He had sworn to unmask Bellatrix; he had sworn to protect his people; he had sworn to avenge wrongs he could not fully name. Promises, though, are combustible in the face of new fires. A cruel irony settled into him: to learn the truth, he would have to step into the thing he hated. To hate her, he would have to know her.

By morning, the castle hummed with rumor. Voices bent around the halls like wind—wives warning daughters, guards trading whispers, servants casting furtive glances at the queen's windows. Some said Magnus would be king by autumn; others said Lilith's rose portended more than madness. The world liked stories with neat endings. Fate, however, cared little for neatness.

Magnus found Mephisto again, and the crow's expression was closed as always. "Did you find out what you wanted?" Mephisto asked.

"No." Magnus's voice was hoarse. "But I will. I'll learn everything. I'll learn her past.

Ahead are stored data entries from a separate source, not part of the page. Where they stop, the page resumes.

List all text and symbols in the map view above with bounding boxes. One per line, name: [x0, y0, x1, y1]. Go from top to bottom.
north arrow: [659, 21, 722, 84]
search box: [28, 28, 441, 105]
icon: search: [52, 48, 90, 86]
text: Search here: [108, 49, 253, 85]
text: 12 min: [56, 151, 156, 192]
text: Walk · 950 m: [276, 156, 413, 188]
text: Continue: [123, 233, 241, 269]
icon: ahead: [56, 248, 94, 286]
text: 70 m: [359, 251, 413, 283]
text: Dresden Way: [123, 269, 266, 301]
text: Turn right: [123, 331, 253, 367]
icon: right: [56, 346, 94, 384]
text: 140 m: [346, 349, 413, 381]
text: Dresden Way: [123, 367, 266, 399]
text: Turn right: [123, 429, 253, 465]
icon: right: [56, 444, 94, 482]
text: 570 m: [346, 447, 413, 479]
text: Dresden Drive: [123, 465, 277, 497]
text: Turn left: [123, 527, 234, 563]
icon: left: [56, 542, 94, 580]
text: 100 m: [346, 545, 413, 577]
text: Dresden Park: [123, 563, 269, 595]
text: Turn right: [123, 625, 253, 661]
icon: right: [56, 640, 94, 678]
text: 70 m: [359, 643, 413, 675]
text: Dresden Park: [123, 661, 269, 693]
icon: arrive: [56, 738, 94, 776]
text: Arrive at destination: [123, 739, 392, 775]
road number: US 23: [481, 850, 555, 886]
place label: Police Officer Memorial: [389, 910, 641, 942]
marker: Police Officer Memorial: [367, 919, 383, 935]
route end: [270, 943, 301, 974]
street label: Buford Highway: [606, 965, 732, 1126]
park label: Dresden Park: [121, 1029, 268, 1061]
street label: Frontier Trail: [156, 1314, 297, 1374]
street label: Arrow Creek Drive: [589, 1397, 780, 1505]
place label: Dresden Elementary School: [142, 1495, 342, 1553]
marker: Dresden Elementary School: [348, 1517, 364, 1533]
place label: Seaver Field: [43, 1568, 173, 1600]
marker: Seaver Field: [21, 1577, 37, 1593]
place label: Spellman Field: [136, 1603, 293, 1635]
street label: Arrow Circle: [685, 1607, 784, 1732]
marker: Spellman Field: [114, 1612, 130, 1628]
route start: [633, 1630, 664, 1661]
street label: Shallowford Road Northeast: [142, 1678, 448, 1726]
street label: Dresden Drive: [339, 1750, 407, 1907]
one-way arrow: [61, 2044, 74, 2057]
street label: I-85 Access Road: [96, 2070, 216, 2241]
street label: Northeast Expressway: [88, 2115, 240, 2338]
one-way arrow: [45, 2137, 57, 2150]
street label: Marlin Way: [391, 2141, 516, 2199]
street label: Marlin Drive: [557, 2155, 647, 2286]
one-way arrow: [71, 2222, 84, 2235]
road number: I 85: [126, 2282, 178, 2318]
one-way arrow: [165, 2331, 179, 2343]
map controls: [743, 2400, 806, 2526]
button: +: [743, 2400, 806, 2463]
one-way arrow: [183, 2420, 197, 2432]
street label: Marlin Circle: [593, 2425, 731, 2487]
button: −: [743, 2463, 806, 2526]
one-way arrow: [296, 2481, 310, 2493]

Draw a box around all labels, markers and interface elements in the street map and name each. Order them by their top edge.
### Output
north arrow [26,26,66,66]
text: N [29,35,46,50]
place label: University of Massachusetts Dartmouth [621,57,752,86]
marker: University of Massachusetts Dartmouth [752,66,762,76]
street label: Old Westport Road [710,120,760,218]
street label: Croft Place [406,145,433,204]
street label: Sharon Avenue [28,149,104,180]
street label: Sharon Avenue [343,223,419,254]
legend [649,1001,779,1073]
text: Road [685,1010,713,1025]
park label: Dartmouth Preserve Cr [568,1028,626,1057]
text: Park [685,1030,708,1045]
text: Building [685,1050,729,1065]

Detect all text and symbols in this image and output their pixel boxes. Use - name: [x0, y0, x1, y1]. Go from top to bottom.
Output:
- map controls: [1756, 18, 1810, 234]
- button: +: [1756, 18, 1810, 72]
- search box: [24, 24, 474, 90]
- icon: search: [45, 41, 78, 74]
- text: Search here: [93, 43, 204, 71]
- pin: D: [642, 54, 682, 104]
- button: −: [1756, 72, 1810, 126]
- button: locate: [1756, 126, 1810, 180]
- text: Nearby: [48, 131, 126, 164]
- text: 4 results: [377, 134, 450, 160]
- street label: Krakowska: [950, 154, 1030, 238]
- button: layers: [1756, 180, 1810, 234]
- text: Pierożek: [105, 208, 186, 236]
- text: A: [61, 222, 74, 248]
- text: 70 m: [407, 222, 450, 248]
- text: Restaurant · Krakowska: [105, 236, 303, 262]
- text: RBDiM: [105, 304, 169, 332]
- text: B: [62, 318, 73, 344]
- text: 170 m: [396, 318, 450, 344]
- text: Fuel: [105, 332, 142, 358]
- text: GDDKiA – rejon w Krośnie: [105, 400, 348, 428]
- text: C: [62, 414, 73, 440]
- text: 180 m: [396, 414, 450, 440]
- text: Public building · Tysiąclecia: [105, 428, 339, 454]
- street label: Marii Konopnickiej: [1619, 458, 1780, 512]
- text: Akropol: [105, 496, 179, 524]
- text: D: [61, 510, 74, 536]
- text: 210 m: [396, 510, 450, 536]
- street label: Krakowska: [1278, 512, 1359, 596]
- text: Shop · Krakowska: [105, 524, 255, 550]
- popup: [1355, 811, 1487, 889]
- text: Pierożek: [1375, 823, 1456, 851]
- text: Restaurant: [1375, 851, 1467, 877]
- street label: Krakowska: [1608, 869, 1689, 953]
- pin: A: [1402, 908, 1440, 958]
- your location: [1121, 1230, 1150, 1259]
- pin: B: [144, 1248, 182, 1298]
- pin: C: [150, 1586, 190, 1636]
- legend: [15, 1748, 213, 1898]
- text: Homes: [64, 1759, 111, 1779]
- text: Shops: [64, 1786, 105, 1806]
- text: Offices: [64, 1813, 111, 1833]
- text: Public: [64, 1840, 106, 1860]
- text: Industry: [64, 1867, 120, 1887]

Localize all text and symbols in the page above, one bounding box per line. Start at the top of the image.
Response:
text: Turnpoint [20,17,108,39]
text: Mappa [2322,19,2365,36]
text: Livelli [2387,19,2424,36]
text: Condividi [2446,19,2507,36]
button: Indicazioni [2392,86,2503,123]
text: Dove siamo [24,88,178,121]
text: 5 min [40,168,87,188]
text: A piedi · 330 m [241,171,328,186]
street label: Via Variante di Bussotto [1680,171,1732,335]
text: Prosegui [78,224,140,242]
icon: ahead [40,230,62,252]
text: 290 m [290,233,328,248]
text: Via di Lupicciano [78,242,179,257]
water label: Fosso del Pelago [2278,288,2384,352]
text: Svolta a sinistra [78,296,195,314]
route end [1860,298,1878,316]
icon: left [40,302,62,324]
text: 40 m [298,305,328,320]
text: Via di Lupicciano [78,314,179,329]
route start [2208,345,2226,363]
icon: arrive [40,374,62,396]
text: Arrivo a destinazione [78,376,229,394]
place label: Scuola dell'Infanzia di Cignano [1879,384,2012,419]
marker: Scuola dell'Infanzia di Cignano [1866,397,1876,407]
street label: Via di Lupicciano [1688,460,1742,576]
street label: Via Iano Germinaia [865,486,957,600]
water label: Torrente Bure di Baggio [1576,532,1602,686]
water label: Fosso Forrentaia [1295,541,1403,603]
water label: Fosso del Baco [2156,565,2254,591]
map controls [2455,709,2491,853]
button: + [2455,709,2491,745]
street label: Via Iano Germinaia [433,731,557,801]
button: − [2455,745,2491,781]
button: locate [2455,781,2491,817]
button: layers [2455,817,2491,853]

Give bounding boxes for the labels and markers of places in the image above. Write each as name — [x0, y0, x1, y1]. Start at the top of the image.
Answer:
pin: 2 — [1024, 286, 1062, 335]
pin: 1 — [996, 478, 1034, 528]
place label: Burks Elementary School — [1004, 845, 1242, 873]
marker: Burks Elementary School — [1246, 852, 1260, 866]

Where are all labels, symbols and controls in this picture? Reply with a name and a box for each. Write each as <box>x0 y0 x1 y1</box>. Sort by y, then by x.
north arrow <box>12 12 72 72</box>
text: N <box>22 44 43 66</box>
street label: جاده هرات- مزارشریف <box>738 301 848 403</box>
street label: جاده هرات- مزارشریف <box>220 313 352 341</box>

And if she is what I fear—if she is the cruelty I saw—then I will finish what should have been finished long ago."

Mephisto's eyes shone, not with fear this time so much as pity. "Be careful," he murmured. "You walk a dangerous road. You might not be the hunter you think you are anymore."

Magnus felt the truth of that like a cold hand on his neck. He did not answer. Instead he turned to the window and watched the city wake. He imagined the moment he would step into Bellatrix's life as something inevitable as sunrise. He also imagined the moment he might have to lift his sword against a woman who had once been a child in a forest—innocent and very much alive before the world taught her to be a weapon.

Somewhere between the bedchamber and the battlements, neither of them wholly the same as the night before, fate tightened a knot.

And the knot was beginning to burn.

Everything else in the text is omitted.